Michael Hammelburger, CEO, Cost Reduction Consultants
Millennials continue to disrupt norms in the workplace, and we can’t deny that the future of our company rests on their fickle outlook. In my observation, being a Millennial myself, I believe that it’s the changing corporate culture that makes them want to experience and prioritize career fulfillment rather than money. There are startups that revolutionize working culture for this new breed and Millennials will gravitate towards them because they know they have a choice.
Growing compassion in one’s workplace, for example, has a strong impact on the organization. When your prioritize diversity, individuality and inclusion, significant cultural shifts can take place.
Here are some of the ways I motivate our millennial staff.
I send them food delivery as a surprise gift for sticking with us in this time of pandemic. The restaurant industry has suffered a lot from their closure due the pandemic and now that protests are happening around the globe to condemn the death of George Floyd and so many other victims, it’s time we raise the morale of the black community by supporting their livelihood. As a CEO of a startup, I advocate buying from black-owned enterprises to show our support in their struggle for equality and provide meaning to the lives lost in this struggle. Here’s a list of of black-owned restaurants, cafes, coffee shops, food trucks and pop-ups compiled by the L.A. Times in a Google Sheet.
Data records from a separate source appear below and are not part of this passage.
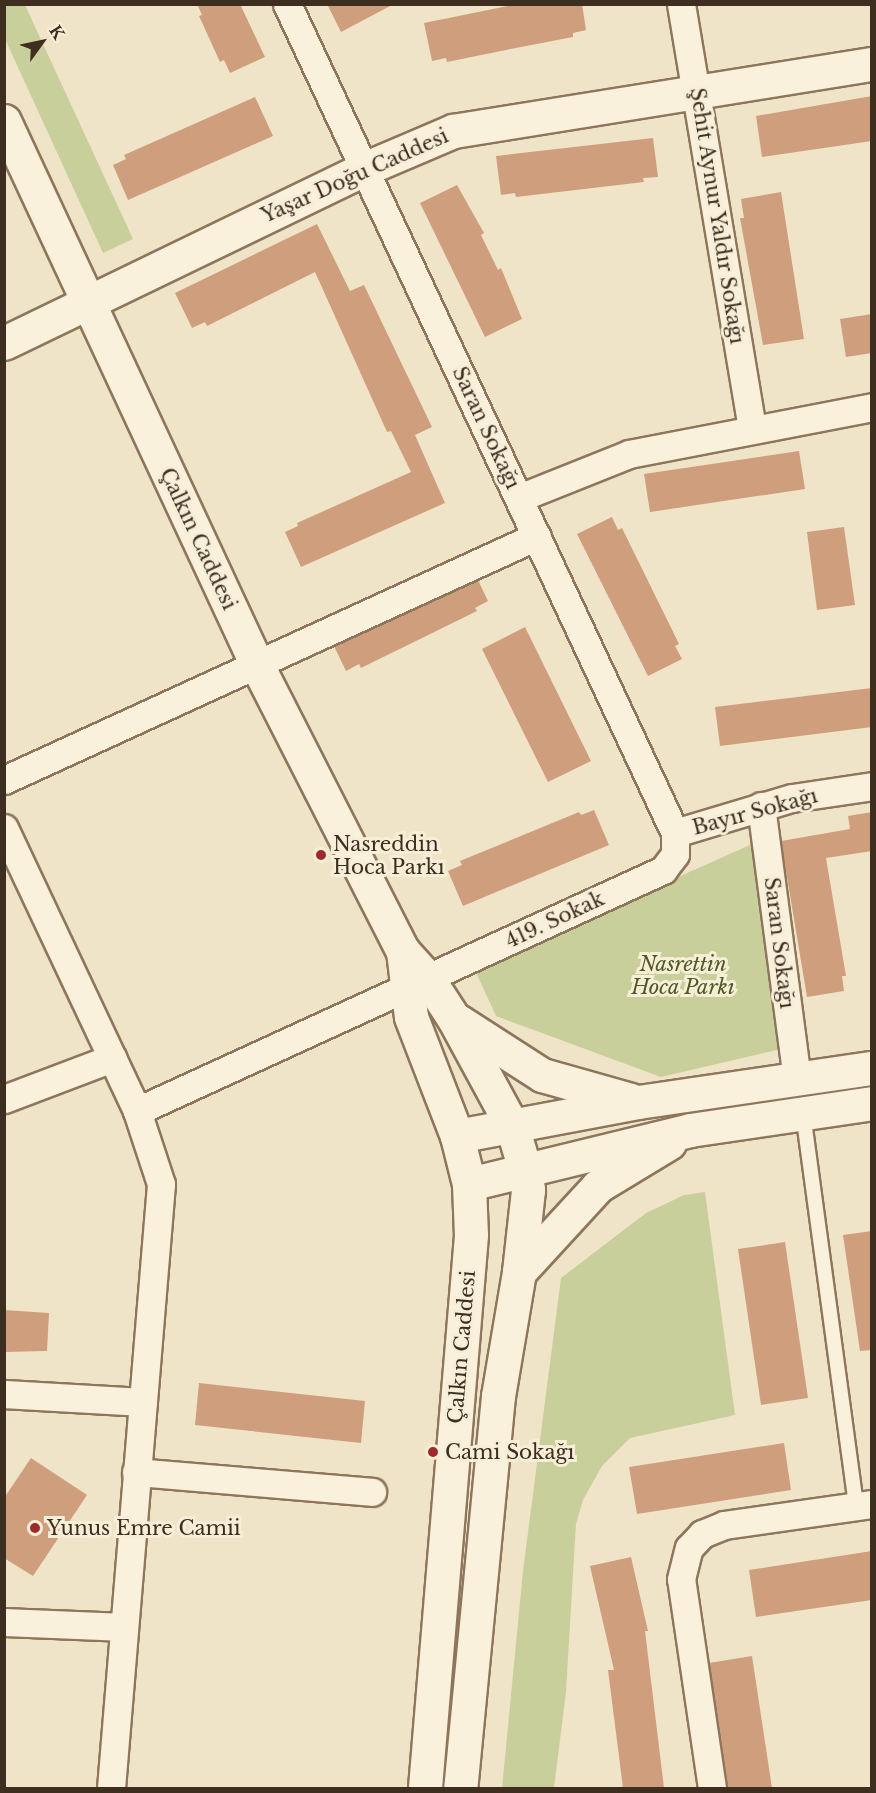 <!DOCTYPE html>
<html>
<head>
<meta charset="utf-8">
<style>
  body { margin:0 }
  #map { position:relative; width:876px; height:1793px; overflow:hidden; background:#f0e4c8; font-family:"Libre Baskerville",serif }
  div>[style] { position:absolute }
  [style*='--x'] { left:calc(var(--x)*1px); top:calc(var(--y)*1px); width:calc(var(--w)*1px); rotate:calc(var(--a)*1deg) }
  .green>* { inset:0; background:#c9cf9b }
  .building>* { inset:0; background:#cf9f7d }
  .roads { filter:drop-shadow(2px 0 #8d765c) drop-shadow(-2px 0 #8d765c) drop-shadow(0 2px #8d765c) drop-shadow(0 -2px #8d765c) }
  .service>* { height:14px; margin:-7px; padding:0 7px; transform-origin:7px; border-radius:7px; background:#faf1dc }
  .minor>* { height:27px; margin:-13.5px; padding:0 13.5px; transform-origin:13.5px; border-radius:13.5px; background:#faf1dc }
  .tertiary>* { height:33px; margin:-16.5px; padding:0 16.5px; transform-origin:16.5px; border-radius:16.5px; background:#faf1dc }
  .secondary>* { height:33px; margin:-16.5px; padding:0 16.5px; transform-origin:16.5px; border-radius:16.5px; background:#faf1dc }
  .dots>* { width:16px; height:16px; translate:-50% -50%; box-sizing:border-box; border:3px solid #f7eed8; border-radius:50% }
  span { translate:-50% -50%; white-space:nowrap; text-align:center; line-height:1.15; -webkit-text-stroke:6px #f7eed8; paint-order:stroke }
  .street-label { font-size:20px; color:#3d2e20 }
  .poi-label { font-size:20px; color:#3d2e20 }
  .left { translate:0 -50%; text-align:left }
  .park-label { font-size:20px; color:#4d5a26; font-style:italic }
  .frame { position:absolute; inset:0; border:6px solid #3d2e20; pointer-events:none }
  .north { position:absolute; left:12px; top:12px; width:60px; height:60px; -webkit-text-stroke:4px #f7eed8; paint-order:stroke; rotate:57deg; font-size:16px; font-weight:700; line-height:24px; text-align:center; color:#3d2e20 }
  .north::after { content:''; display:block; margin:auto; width:21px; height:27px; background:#3d2e20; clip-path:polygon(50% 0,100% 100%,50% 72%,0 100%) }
</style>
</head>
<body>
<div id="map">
  <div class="green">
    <div style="clip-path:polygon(4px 5px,25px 5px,133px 239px,103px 253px,5px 39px)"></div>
    <div style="clip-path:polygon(759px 841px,785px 1048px,661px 1077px,496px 1016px,474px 968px)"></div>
    <div style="clip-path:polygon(705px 1192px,735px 1415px,630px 1438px,602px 1466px,583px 1500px,576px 1524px,566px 1692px,554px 1788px,502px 1788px,523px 1571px,561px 1278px,646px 1213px,684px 1195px)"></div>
  </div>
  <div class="building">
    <div style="clip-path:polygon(197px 4px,240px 4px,265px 57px,230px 73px,224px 60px,220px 62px,199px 16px,202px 15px)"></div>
    <div style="clip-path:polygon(327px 4px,394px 4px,341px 32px)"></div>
    <div style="clip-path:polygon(518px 4px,582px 4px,586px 30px,573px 33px,573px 37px,506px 50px,447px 62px,446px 58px,432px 61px,424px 23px)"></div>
    <div style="clip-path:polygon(872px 96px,872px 141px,762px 157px,756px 116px)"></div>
    <div style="clip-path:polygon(255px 97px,273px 136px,128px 200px,113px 165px,126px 159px,124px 155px)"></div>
    <div style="clip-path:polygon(653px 138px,658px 177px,643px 178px,644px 182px,516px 197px,515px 193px,501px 195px,496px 156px)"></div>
    <div style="clip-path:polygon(457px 185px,484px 233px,481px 235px,498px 270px,501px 268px,522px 319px,485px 337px,420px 203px)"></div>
    <div style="clip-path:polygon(781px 192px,804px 339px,763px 345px,740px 218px,744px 218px,741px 199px)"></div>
    <div style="clip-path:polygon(317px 224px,350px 291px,364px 285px,432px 427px,415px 435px,445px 503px,301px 567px,285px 532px,298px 526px,297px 523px,411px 472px,391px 431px,387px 432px,315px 272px,207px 326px,205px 322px,192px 328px,175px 293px)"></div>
    <div style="clip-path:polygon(872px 314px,872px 353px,846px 357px,840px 319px)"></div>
    <div style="clip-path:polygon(799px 451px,805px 489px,650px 512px,644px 474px)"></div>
    <div style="clip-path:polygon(612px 517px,618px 530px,622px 528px,679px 644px,675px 646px,682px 659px,648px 676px,577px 534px)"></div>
    <div style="clip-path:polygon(844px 527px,855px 605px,817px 610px,807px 532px)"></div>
    <div style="clip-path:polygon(478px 580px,488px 601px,475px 608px,477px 611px,361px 668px,359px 664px,346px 671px,334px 646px)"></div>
    <div style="clip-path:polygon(525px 627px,591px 761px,548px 782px,482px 649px)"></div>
    <div style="clip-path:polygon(872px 688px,872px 727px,720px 746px,715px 707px)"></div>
    <div style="clip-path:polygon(594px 810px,609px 845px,463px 906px,448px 871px,462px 865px,460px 861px,579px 812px,581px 815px)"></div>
    <div style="clip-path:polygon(872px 812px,872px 851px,826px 858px,846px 976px,842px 976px,844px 991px,807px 997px,781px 841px,850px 829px,848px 816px)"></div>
    <div style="clip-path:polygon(872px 1231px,872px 1350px,860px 1351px,843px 1235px)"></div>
    <div style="clip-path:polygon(785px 1242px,808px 1398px,761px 1405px,738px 1249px)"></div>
    <div style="clip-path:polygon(4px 1310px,49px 1313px,47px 1351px,4px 1352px)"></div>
    <div style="clip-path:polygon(199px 1383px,365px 1401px,361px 1443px,195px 1425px)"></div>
    <div style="clip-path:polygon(784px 1443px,791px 1490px,637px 1514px,629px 1467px)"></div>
    <div style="clip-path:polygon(31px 1458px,87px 1495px,33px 1576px,4px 1558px,4px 1498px)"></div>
    <div style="clip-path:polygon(872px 1551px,872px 1600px,756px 1617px,749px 1570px)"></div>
    <div style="clip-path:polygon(631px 1557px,648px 1631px,645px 1631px,664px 1788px,623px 1788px,608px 1670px,614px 1670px,590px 1566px)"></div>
    <div style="clip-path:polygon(752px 1656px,772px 1788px,727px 1788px,709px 1663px)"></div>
  </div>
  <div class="roads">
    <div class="service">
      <div style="--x:803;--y:1113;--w:397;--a:82.3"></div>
    </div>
    <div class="minor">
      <div style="--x:681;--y:4;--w:429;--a:80.5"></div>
      <div style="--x:519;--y:498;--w:118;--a:-21.8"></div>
      <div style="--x:629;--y:454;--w:248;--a:-10.9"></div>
      <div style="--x:4;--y:780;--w:586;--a:-24.6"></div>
      <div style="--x:761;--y:806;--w:275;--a:82.5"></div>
      <div style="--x:4;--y:828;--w:313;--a:64.8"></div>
      <div style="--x:137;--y:1111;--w:77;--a:71.8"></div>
      <div style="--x:161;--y:1184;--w:606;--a:94.73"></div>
      <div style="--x:675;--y:833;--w:122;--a:-16.7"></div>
      <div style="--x:792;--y:798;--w:81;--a:-8.5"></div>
      <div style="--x:4;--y:1099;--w:116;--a:-20.8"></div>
      <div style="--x:137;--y:1111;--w:579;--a:-24.62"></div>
      <div style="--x:663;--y:870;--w:20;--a:-53"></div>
      <div style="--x:675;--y:854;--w:21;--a:-90"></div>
      <div style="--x:675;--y:833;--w:915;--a:-115.08"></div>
      <div style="--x:4;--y:1394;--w:139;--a:3.3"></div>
      <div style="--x:136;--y:1472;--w:237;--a:4.8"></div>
      <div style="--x:4;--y:1622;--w:120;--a:2.4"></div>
      <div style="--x:712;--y:1788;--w:211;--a:-98.4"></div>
      <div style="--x:681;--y:1579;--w:32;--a:-76"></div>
      <div style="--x:689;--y:1548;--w:19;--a:-47"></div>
      <div style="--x:702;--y:1534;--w:24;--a:-22"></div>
      <div style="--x:724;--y:1525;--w:149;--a:-8.1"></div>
    </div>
    <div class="tertiary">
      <div style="--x:4;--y:343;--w:400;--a:-25.8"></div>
      <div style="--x:364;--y:169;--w:97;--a:-23.1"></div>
      <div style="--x:453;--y:131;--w:424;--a:-9.1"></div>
    </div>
    <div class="secondary">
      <div style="--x:4;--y:121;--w:600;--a:65.06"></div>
      <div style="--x:257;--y:665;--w:321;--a:63"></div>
      <div style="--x:403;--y:951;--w:38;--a:48"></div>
      <div style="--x:428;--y:979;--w:48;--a:57"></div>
      <div style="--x:454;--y:1019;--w:122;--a:61.5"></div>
      <div style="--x:512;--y:1126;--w:46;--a:73.5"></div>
      <div style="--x:525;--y:1170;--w:20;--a:81"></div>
      <div style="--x:528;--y:1190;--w:82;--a:96.3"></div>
      <div style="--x:519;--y:1272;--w:126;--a:99.6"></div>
      <div style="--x:498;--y:1396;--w:394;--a:95.5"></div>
      <div style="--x:403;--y:951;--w:66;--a:83.1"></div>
      <div style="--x:411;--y:1017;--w:128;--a:68.9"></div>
      <div style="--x:457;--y:1136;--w:49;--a:76"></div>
      <div style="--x:469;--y:1184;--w:51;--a:87.8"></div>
      <div style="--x:471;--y:1235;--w:555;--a:94.76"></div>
      <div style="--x:458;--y:1021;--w:100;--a:32.7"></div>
      <div style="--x:542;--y:1075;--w:92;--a:15.7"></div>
      <div style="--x:457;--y:1136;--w:184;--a:-10.6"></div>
      <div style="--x:638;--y:1102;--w:236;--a:-8.3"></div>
      <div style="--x:469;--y:1184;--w:228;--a:-13.7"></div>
      <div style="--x:690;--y:1130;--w:184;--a:-8.4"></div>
      <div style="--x:519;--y:1272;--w:117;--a:-47.4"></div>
      <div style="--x:598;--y:1186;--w:83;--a:-31.2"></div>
    </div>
  </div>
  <div class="dots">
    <div style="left:321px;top:855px;background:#9e2a2b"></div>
    <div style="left:433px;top:1452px;background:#9e2a2b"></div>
    <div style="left:35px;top:1528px;background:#9e2a2b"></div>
  </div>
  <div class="street-label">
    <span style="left:355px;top:176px;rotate:-24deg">Yaşar Doğu Caddesi</span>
    <span style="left:717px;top:216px;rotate:81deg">Şehit Aynur Yaldır Sokağı</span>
    <span style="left:486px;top:428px;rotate:65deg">Saran Sokağı</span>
    <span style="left:198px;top:539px;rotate:65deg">Çalkın Caddesi</span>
    <span style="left:755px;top:812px;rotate:-15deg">Bayır Sokağı</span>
    <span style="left:555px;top:920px;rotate:-25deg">419. Sokak</span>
    <span style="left:779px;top:943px;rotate:83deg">Saran Sokağı</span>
    <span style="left:462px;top:1347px;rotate:-85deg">Çalkın Caddesi</span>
  </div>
  <div class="poi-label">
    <span class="left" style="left:333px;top:856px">Nasreddin<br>Hoca Parkı</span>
    <span class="left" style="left:445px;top:1452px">Cami Sokağı</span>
    <span class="left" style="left:47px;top:1528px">Yunus Emre Camii</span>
  </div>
  <div class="park-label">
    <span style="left:683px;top:976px">Nasrettin<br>Hoca Parkı</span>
  </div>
  <div class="frame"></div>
  <div class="north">K</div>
</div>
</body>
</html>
I enrolled them in online training sessions to Upskill despite working from home. This provides them with the assurance that our company is investing in their future. Finally, I regularly organize online team building activities to inspire them to foster teamwork in this most challenging times.
As a leader, it’s up to you to check-in with your marketing department to ensure they’re doing okay.
If they’re not, it’s your job to find out why. Take the time to listen to what each team member has to say. You may learn that they’re struggling and stressed out.
Use the tips above to help your marketing department to get relief from burnout.
You may find that attitudes turn around, KPIs and performances improve, and creativity soars.